“How did you know it would?”
“I’ve been here before. The ship can’t phase without the engines, and the engines don’t run without power. I knew it’d be in the same place.”
“So we can phase again if we get power?”
“Maybe. I know power makes the ship run, but I don’t know exactly how we make it phase. I know how HEX and Binary do it with their ships, but . . .” I shook my head. That wasn’t on the table.
“How?” I should have seen that question coming.
“They use us,” I said as bluntly as I could to keep from discussing it further. “They take our ability to Walk and use it for their own ships.”
She pressed her lips together, looking away. Even as new to this as she was, she’d felt what it was like to Walk, and I think she already couldn’t imagine having that taken away. I knew how she felt.
“Come on,” I said, flipping one final switch. “It’s time for a lesson.”
I hadn’t really bothered looking out any windows, the last time I was here. I’d been in too much of a hurry, too desperate to get back to where I belonged. Back then, I’d assumed the ship was still floating above the ground, cruising along at about five thousand feet as usual.
I’d realized it slowly as we made our way through the ship this time, but we were actually docked: completely and utterly still. We were sitting on the ground in a wide-open field, nothing but grassy plains visible as far as the eye could see. There might have been a sparkle of water in the distance, but it could just as easily have been a trick of the light.
“Are we alone on the planet, too?” Josephine asked, once she’d taken in the size of InterWorld itself. We weren’t talking the size of New York or anything, but it certainly would have taken a while to walk all the way around it.
“Depends on your definition,” I said, pointing to a group of butterflies collecting around some flowers. “We’re the only people. This is a prehistoric world.”
“But I thought we were in the future.”
I paused. Oh, boy. This is about to get complicated. “We are. But InterWorld operates on a broad spectrum of locations. Not just back and forth”—I moved my hand from side to side—“but forward and backward. There are thousands of different dimensions programmed into the soliton array engines, but only three basic Earths. The ship moves—or moved—forward and backward in time over a certain period, as well as sideways into different dimensions on those three Earths. Even though the ship can move further into the future, we tend to stay in prehistoric times and move sideways. Less chance of startling the locals that way.”

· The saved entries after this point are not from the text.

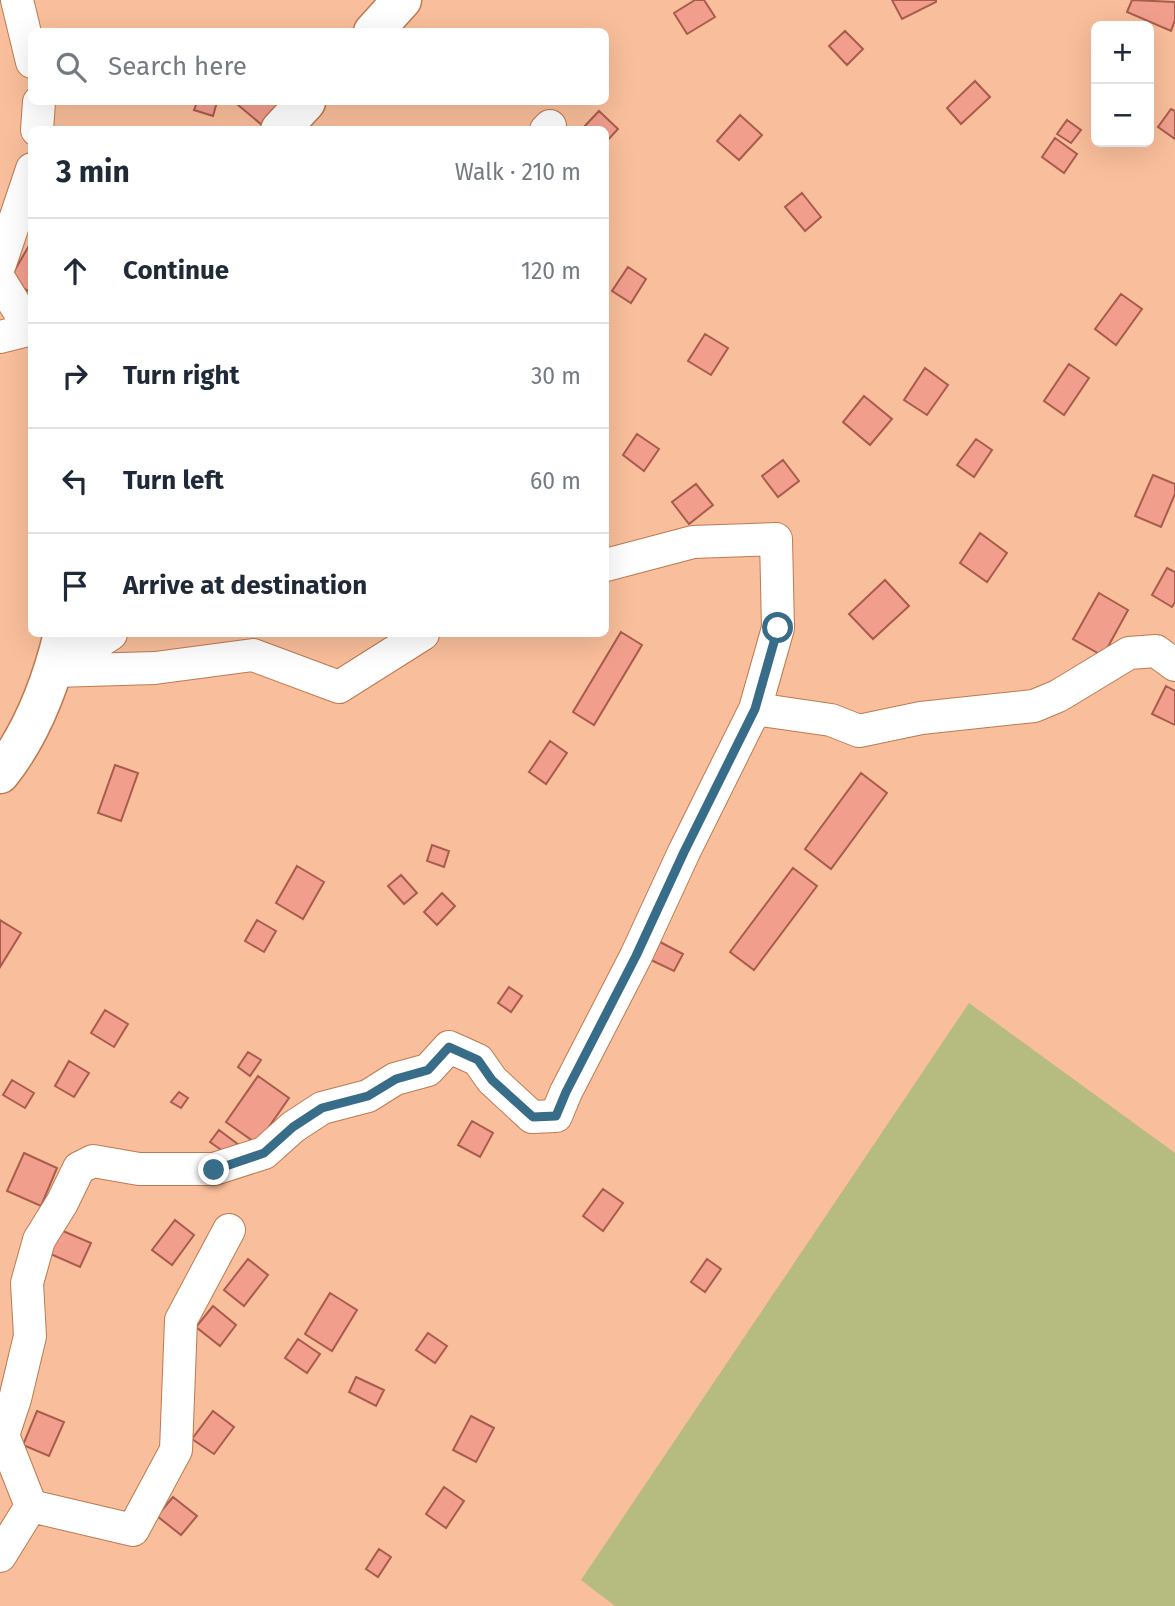 <!DOCTYPE html>
<meta charset="utf-8">
<style>
:root{--surface:#fff;--page:#f6f6f7;--text:#1f2937;--muted:#747a83;--line:#e0e1e3}
body{margin:0;font-family:"Fira Sans",sans-serif;background:var(--page);color:var(--text)}
.controls{position:absolute;right:21px;top:21px;display:grid;overflow:hidden;border-radius:10px;box-shadow:0 7px 28px #0002}
.controls button{width:63px;height:63px;display:grid;place-items:center;padding:0;border:0;border-bottom:2px solid var(--line);background:var(--surface);color:var(--text);font:35px sans-serif}
.stop{position:absolute;width:21px;height:21px;margin:-16px;border:5px solid #376d88;border-radius:50%;background:#fff}
.stop.end{background:#376d88;border-color:#fff;box-shadow:0 2px 7px #0008}
.list{margin:0;padding:0;list-style:none}
h2{display:flex;justify-content:space-between;align-items:center;height:91px;margin:0;padding:0 28px;font-size:30px}
h2 small{font-size:23px;font-weight:400;color:var(--muted)}
.list li{display:grid;grid-template-columns:46px 1fr auto;gap:21px;align-items:center;box-sizing:border-box;height:105px;padding:0 28px;border-top:2px solid var(--line)}
.list b{display:block;font-size:26px;white-space:nowrap}
.list em{font-size:23px;font-style:normal;color:var(--muted)}
.icon{flex:none;width:38px;height:38px;fill:none;stroke:currentColor;stroke-width:2;stroke-linecap:round;stroke-linejoin:round}
.map{position:relative;flex:none;width:1175px;height:1606px;overflow:hidden}
.search{position:absolute;background:var(--surface);box-shadow:0 7px 28px #0002;left:28px;top:28px;width:581px;height:77px;display:flex;align-items:center;gap:18px;box-sizing:border-box;padding:0 24px;border-radius:10px;color:var(--muted);font-size:26px}
.panel{position:absolute;background:var(--surface);box-shadow:0 7px 28px #0002;left:28px;top:126px;width:581px;height:511px;border-radius:10px}
.map>svg:first-child{display:block}
.green{fill:#b6bb80}
.building{fill:#f19e8d;stroke:#a85c4d;stroke-width:2}
.lines{fill:none;stroke-linecap:round;stroke-linejoin:round}
.minor-casing{stroke:#be7a4f;stroke-width:34}
.major-casing{stroke:#be7a4f;stroke-width:41}
.minor{stroke:#fff;stroke-width:32}
.major{stroke:#fff;stroke-width:38}
.route{stroke:#376d88;stroke-width:9}
</style>
<div class="map">
<svg width="1175" height="1606" viewBox="0 0 1175 1606">
<rect width="100%" height="100%" fill="#f9be9b"/>
<path class="green" d="M969 1003 1175 1153V1606H615L581 1580Z"/>
<path class="building" d="M695 0H704L715 17 687 34 674 13Z
M892 0H936V2L902 19Z
M1132 0 1175 2V20L1171 31 1127 12Z
M845 31 863 49 847 65 829 46Z
M975 81 990 97 961 124 947 108Z
M197 102H217L213 116 194 110Z
M241 102H277L280 104 262 125 238 105Z
M1171 109 1175 111V139L1158 127Z
M599 111 618 129 606 142V130H581Z
M740 115 762 135 739 160 717 141Z
M1067 120 1081 130 1071 143 1057 134Z
M1055 138 1077 154 1064 173 1042 157Z
M802 193 821 217 805 231 785 207Z
M30 244 32 245V293L9 280Z
M628 267 646 279 631 303 612 291Z
M1121 294 1142 309 1116 345 1095 329Z
M705 334 728 348 711 375 688 361Z
M1069 364 1089 378 1064 415 1044 401Z
M925 368 948 385 927 415 904 400Z
M864 396 892 419 870 445 843 422Z
M637 434 659 449 644 471 623 455Z
M976 439 992 450 974 477 957 465Z
M783 460 799 481 778 497 762 476Z
M1153 475 1175 484V494L1161 527 1135 516Z
M696 484 713 505 689 524 672 502Z
M980 533 1007 553 987 582 960 563Z
M1167 568 1175 572V602L1172 607 1152 595Z
M885 580 909 606 873 639 849 614Z
M1099 593 1128 610 1103 656 1073 639Z
M621 632 642 645 594 725 573 712Z
M1166 686 1175 691V725L1152 714Z
M550 741 567 753 546 784 529 772Z
M115 765 138 773 121 821 98 813Z
M861 773 887 793 831 869 805 849Z
M432 845 449 851 444 867 427 861Z
M297 866 324 882 303 919 276 903Z
M793 868 817 886 754 970 730 952Z
M401 875 417 893 404 904 388 886Z
M442 893 455 906 437 925 424 912Z
M0 920 21 933 0 967Z
M257 920 276 931 264 952 245 941Z
M660 942 683 954 674 971 651 960Z
M509 987 522 996 511 1012 498 1003Z
M105 1010 128 1024 114 1047 91 1033Z
M248 1052 261 1060 250 1076 238 1067Z
M69 1061 89 1073 74 1097 55 1086Z
M258 1076 289 1098 257 1144 226 1122Z
M12 1080 34 1093 25 1108 3 1095Z
M179 1092 188 1098 181 1108 171 1102Z
M472 1121 493 1133 480 1157 458 1145Z
M219 1130 243 1148 234 1159 210 1142Z
M24 1153 57 1168 41 1206 7 1191Z
M603 1189 623 1203 603 1231 583 1216Z
M175 1220 194 1235 172 1265 152 1250Z
M56 1228 91 1243 80 1267 46 1252Z
M248 1259 268 1275 244 1306 224 1290Z
M707 1259 721 1269 705 1292 691 1282Z
M330 1293 357 1310 332 1351 305 1334Z
M213 1306 236 1325 220 1346 196 1327Z
M428 1333 447 1346 435 1363 416 1350Z
M298 1339 320 1354 307 1373 285 1358Z
M356 1377 384 1390 376 1406 349 1392Z
M37 1411 64 1422 49 1456 23 1445Z
M213 1411 234 1427 214 1454 192 1439Z
M471 1416 494 1428 476 1462 453 1450Z
M444 1487 464 1501 446 1528 426 1514Z
M173 1497 197 1516 181 1535 157 1516Z
M379 1549 391 1557 378 1577 366 1569Z"/>
<g class="lines">
<g class="minor-casing">
<path id="minor" d="M17 0 32 62
M37 130 39 102
M546 130 550 126
M0 264 32 169
M0 280 30 329
M0 337 32 329
M54 671 155 668 253 655 339 687 423 634
M54 671 111 634
M755 709 831 720 859 731 921 718 1034 706 1058 696 1129 653 1156 651 1175 665
M31 1506 3 1435 15 1399 30 1336 27 1283 39 1240 62 1203 79 1168 93 1161 139 1169H214L264 1153 293 1127 322 1108 368 1096 395 1079 428 1070 449 1047 478 1060 492 1080 532 1117 556 1116 566 1092 636 956 684 852 755 709 778 628 776 539 693 542 606 565
M0 1556 31 1506 133 1530 176 1450 181 1320 229 1230"/>
</g>
<g class="major-casing">
<path id="major" d="M373 32 402 0
M280 130 306 102
M0 774C32 734 51 683 63 634"/>
</g>
<use href="#minor" class="minor"/>
<use href="#major" class="major"/>
</g>
<g class="lines">
<path class="route" d="M214 1170 264 1153 293 1127 322 1108 368 1096 396 1079 428 1070 449 1047 478 1060 492 1080 533 1117 556 1116 566 1092 636 956 684 852 755 709 778 628"/>
</g>
</svg>
<div class="controls">
<button>+</button>
<button>−</button>
</div>
<div class="stop" style="left:778px;top:628px"></div>
<div class="stop end" style="left:214px;top:1170px"></div>
<div class="search"><svg class="icon" aria-label="search" viewBox="0 0 24 24"><circle cx="10" cy="10" r="6"/><path d="M15 15l6 6"/></svg>Search here</div>
<section class="panel">
<h2>3 min<small>Walk · 210 m</small></h2>
<ul class="list">
<li><svg class="icon" aria-label="ahead" viewBox="0 0 24 24"><path d="M12 20V5M6 11l6-6 6 6"/></svg><div><b>Continue</b></div><em>120 m</em></li>
<li><svg class="icon" aria-label="right" viewBox="0 0 24 24"><path d="M7 20v-9h11M14 6l5 5-5 5"/></svg><div><b>Turn right</b></div><em>30 m</em></li>
<li><svg class="icon" aria-label="left" viewBox="0 0 24 24"><path d="M17 20v-9H6M10 6l-5 5 5 5"/></svg><div><b>Turn left</b></div><em>60 m</em></li>
<li><svg class="icon" aria-label="arrive" viewBox="0 0 24 24"><path d="M6 21V4h12l-3 4 3 4H6"/></svg><div><b>Arrive at destination</b></div></li>
</ul>
</section>
</div>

She was glaring at me. “Did you actually answer my question, or did you just spout a bunch of bull—”
“Sorry, sorry. I got carried away. Basically, we are not in the future. We’re in the past, because that was the last place this InterWorld docked. But this InterWorld came here, to the past of this world, from the future.”
She frowned, considering. “But . . . we went into the future. Sort of. I mean, that’s what it felt like. It was like taking a giant step forward, when your bubble thing—”
“Hue.”
“—was wrapped around us.”
“Yes, but we went forward into InterWorld’s future, which took us to the past,” I explained. “So the ship is from the future, but the planet is in the past. Make sense?”
She hesitated, looking like she had a question that she thought might be considered stupid. After a moment, she asked “Are there dinosaurs here?”
I didn’t laugh. I kind of wanted to, but I understood why she was asking. I mean, wouldn’t you have? I know I would have. “I honestly don’t know,” I told her, and she glanced around as though she might see one. “On some planets, yes, there are. And, yes,” I said, unable to help a grin. “I’ve seen them. But I don’t know if it’s this one. I don’t know which planet we parked on.”
“Okay,” she said, still looking up at the sky, which was brightening to a blinding blue. It was chilly out here in the early morning, but we both had our jackets on, and the sun was warm where it was rising over the horizon. “So what now?”
“Now I teach you to Walk,” I said, gesturing for her to follow me. “You want to be away from everything for your first try. It’s really difficult to Walk into something that’s already there, but it’s not impossible.”
“You mean, I could get stuck in a rock, or something . . . ?”
“Like I said, it’s unlikely, but it is possible. We’ve basically got built-in subliminal algorithms for that kind of thing, like an instinctive navigational system. Reflex, kinda. But when you’re first learning, it’s better not to take any chances.”
“Okay,” she said, watching me closely. She had a familiar look of determination on her face; familiar, because she looked so much like me. “Teach me.”
>
I spent the better part of the afternoon teaching her how to Walk, and discovered that not only was she a fantastic student, she had a particular ability for it. Not that it came easier to her than to any of the rest of us (in fact, it took her the better part of an hour to follow my instructions correctly), but that once she learned it, she slipped through the dimensions like a cat burglar on an easy heist. I even lost her once, which was a frightening moment, considering she was my only recruit. I wound up having to sidestep through four different dimensions and cast my senses about for her every time, which was more than a little tiring.
“And you’ve never Walked before?” I asked once I’d found her, sitting in the middle of the field, blowing tufts of dandelions into the wind.